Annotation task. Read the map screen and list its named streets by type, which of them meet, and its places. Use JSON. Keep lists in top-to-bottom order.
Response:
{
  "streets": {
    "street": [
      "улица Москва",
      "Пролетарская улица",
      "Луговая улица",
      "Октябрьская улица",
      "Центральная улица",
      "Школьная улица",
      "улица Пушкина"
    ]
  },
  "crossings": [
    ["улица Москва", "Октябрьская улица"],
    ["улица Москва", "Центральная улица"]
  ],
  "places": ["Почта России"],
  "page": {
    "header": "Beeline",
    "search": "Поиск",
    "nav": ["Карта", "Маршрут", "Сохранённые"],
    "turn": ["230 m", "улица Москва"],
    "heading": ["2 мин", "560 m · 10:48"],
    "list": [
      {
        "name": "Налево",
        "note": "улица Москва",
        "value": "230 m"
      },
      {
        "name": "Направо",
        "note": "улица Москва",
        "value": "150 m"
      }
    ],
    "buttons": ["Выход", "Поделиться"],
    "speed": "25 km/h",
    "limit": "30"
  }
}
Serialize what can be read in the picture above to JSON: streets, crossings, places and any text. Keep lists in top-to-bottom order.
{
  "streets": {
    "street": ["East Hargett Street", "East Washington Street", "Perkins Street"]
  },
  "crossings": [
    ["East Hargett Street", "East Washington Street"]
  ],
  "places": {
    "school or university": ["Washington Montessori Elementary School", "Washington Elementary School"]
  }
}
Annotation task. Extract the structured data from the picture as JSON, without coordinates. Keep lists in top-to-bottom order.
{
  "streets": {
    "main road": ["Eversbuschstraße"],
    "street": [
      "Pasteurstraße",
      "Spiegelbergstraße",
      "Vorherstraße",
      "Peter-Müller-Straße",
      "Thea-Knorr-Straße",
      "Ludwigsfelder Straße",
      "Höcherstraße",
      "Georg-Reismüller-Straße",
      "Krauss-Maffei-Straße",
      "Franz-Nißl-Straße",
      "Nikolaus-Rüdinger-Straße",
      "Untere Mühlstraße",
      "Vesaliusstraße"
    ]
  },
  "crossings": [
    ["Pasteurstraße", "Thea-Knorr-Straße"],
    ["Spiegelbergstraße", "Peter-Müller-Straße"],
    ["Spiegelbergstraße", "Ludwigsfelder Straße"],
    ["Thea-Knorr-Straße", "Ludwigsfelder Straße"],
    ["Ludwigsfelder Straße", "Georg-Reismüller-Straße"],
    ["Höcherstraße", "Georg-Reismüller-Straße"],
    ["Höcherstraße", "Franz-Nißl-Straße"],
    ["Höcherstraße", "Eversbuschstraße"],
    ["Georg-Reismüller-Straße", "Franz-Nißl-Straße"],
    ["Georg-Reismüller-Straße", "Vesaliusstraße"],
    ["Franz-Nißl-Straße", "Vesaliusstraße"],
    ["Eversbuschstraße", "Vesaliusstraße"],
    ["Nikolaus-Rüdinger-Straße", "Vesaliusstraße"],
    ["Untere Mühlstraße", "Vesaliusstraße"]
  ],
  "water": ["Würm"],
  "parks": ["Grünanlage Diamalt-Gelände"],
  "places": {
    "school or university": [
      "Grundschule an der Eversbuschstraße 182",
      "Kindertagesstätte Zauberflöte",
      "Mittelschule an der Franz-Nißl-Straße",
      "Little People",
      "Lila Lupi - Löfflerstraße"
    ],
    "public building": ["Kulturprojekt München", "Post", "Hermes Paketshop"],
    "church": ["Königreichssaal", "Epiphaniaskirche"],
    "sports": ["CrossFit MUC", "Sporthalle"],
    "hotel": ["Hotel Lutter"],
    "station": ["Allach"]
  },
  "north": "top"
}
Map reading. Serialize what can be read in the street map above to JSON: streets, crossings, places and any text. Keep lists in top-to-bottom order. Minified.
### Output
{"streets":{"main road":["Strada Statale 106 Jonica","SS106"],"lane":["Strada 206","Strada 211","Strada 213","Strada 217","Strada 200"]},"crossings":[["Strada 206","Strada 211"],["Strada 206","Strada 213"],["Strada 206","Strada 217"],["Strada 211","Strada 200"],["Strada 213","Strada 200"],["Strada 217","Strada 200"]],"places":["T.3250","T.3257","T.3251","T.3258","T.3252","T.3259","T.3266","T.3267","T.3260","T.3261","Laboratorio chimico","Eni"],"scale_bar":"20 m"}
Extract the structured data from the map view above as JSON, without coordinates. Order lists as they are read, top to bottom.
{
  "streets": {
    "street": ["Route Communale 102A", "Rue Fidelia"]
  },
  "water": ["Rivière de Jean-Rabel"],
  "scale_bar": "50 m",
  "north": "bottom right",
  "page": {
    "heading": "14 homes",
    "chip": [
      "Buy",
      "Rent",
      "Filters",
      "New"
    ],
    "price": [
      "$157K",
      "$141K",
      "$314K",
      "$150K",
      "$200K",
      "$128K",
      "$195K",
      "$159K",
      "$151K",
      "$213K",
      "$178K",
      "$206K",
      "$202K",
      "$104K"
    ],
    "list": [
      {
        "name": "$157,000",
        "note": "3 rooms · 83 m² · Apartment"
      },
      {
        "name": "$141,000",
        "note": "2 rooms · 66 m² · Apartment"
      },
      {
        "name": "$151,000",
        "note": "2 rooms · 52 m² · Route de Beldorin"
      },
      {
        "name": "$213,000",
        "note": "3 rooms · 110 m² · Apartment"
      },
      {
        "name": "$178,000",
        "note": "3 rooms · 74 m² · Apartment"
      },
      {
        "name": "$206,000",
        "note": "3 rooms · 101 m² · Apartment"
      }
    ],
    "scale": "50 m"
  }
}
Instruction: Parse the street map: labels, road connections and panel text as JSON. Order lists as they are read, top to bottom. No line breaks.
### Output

******

→ **TASK**: Set down the data in full, word for word.

→ **SOLVED PROBLEM**:
Annotation task. Read the map screen and list its named streets by type, which of them meet, and its places. Use JSON. Keep lists in top-to-bottom order.
Response:
{
  "streets": {
    "street": [
      "улица Москва",
      "Пролетарская улица",
      "Луговая улица",
      "Октябрьская улица",
      "Центральная улица",
      "Школьная улица",
      "улица Пушкина"
    ]
  },
  "crossings": [
    ["улица Москва", "Октябрьская улица"],
    ["улица Москва", "Центральная улица"]
  ],
  "places": ["Почта России"],
  "page": {
    "header": "Beeline",
    "search": "Поиск",
    "nav": ["Карта", "Маршрут", "Сохранённые"],
    "turn": ["230 m", "улица Москва"],
    "heading": ["2 мин", "560 m · 10:48"],
    "list": [
      {
        "name": "Налево",
        "note": "улица Москва",
        "value": "230 m"
      },
      {
        "name": "Направо",
        "note": "улица Москва",
        "value": "150 m"
      }
    ],
    "buttons": ["Выход", "Поделиться"],
    "speed": "25 km/h",
    "limit": "30"
  }
}
Serialize what can be read in the picture above to JSON: streets, crossings, places and any text. Keep lists in top-to-bottom order.
{
  "streets": {
    "street": ["East Hargett Street", "East Washington Street", "Perkins Street"]
  },
  "crossings": [
    ["East Hargett Street", "East Washington Street"]
  ],
  "places": {
    "school or university": ["Washington Montessori Elementary School", "Washington Elementary School"]
  }
}
Annotation task. Extract the structured data from the picture as JSON, without coordinates. Keep lists in top-to-bottom order.
{
  "streets": {
    "main road": ["Eversbuschstraße"],
    "street": [
      "Pasteurstraße",
      "Spiegelbergstraße",
      "Vorherstraße",
      "Peter-Müller-Straße",
      "Thea-Knorr-Straße",
      "Ludwigsfelder Straße",
      "Höcherstraße",
      "Georg-Reismüller-Straße",
      "Krauss-Maffei-Straße",
      "Franz-Nißl-Straße",
      "Nikolaus-Rüdinger-Straße",
      "Untere Mühlstraße",
      "Vesaliusstraße"
    ]
  },
  "crossings": [
    ["Pasteurstraße", "Thea-Knorr-Straße"],
    ["Spiegelbergstraße", "Peter-Müller-Straße"],
    ["Spiegelbergstraße", "Ludwigsfelder Straße"],
    ["Thea-Knorr-Straße", "Ludwigsfelder Straße"],
    ["Ludwigsfelder Straße", "Georg-Reismüller-Straße"],
    ["Höcherstraße", "Georg-Reismüller-Straße"],
    ["Höcherstraße", "Franz-Nißl-Straße"],
    ["Höcherstraße", "Eversbuschstraße"],
    ["Georg-Reismüller-Straße", "Franz-Nißl-Straße"],
    ["Georg-Reismüller-Straße", "Vesaliusstraße"],
    ["Franz-Nißl-Straße", "Vesaliusstraße"],
    ["Eversbuschstraße", "Vesaliusstraße"],
    ["Nikolaus-Rüdinger-Straße", "Vesaliusstraße"],
    ["Untere Mühlstraße", "Vesaliusstraße"]
  ],
  "water": ["Würm"],
  "parks": ["Grünanlage Diamalt-Gelände"],
  "places": {
    "school or university": [
      "Grundschule an der Eversbuschstraße 182",
      "Kindertagesstätte Zauberflöte",
      "Mittelschule an der Franz-Nißl-Straße",
      "Little People",
      "Lila Lupi - Löfflerstraße"
    ],
    "public building": ["Kulturprojekt München", "Post", "Hermes Paketshop"],
    "church": ["Königreichssaal", "Epiphaniaskirche"],
    "sports": ["CrossFit MUC", "Sporthalle"],
    "hotel": ["Hotel Lutter"],
    "station": ["Allach"]
  },
  "north": "top"
}
Map reading. Serialize what can be read in the street map above to JSON: streets, crossings, places and any text. Keep lists in top-to-bottom order. Minified.
### Output
{"streets":{"main road":["Strada Statale 106 Jonica","SS106"],"lane":["Strada 206","Strada 211","Strada 213","Strada 217","Strada 200"]},"crossings":[["Strada 206","Strada 211"],["Strada 206","Strada 213"],["Strada 206","Strada 217"],["Strada 211","Strada 200"],["Strada 213","Strada 200"],["Strada 217","Strada 200"]],"places":["T.3250","T.3257","T.3251","T.3258","T.3252","T.3259","T.3266","T.3267","T.3260","T.3261","Laboratorio chimico","Eni"],"scale_bar":"20 m"}
Extract the structured data from the map view above as JSON, without coordinates. Order lists as they are read, top to bottom.
{
  "streets": {
    "street": ["Route Communale 102A", "Rue Fidelia"]
  },
  "water": ["Rivière de Jean-Rabel"],
  "scale_bar": "50 m",
  "north": "bottom right",
  "page": {
    "heading": "14 homes",
    "chip": [
      "Buy",
      "Rent",
      "Filters",
      "New"
    ],
    "price": [
      "$157K",
      "$141K",
      "$314K",
      "$150K",
      "$200K",
      "$128K",
      "$195K",
      "$159K",
      "$151K",
      "$213K",
      "$178K",
      "$206K",
      "$202K",
      "$104K"
    ],
    "list": [
      {
        "name": "$157,000",
        "note": "3 rooms · 83 m² · Apartment"
      },
      {
        "name": "$141,000",
        "note": "2 rooms · 66 m² · Apartment"
      },
      {
        "name": "$151,000",
        "note": "2 rooms · 52 m² · Route de Beldorin"
      },
      {
        "name": "$213,000",
        "note": "3 rooms · 110 m² · Apartment"
      },
      {
        "name": "$178,000",
        "note": "3 rooms · 74 m² · Apartment"
      },
      {
        "name": "$206,000",
        "note": "3 rooms · 101 m² · Apartment"
      }
    ],
    "scale": "50 m"
  }
}
Instruction: Parse the street map: labels, road connections and panel text as JSON. Order lists as they are read, top to bottom. No line breaks.
### Output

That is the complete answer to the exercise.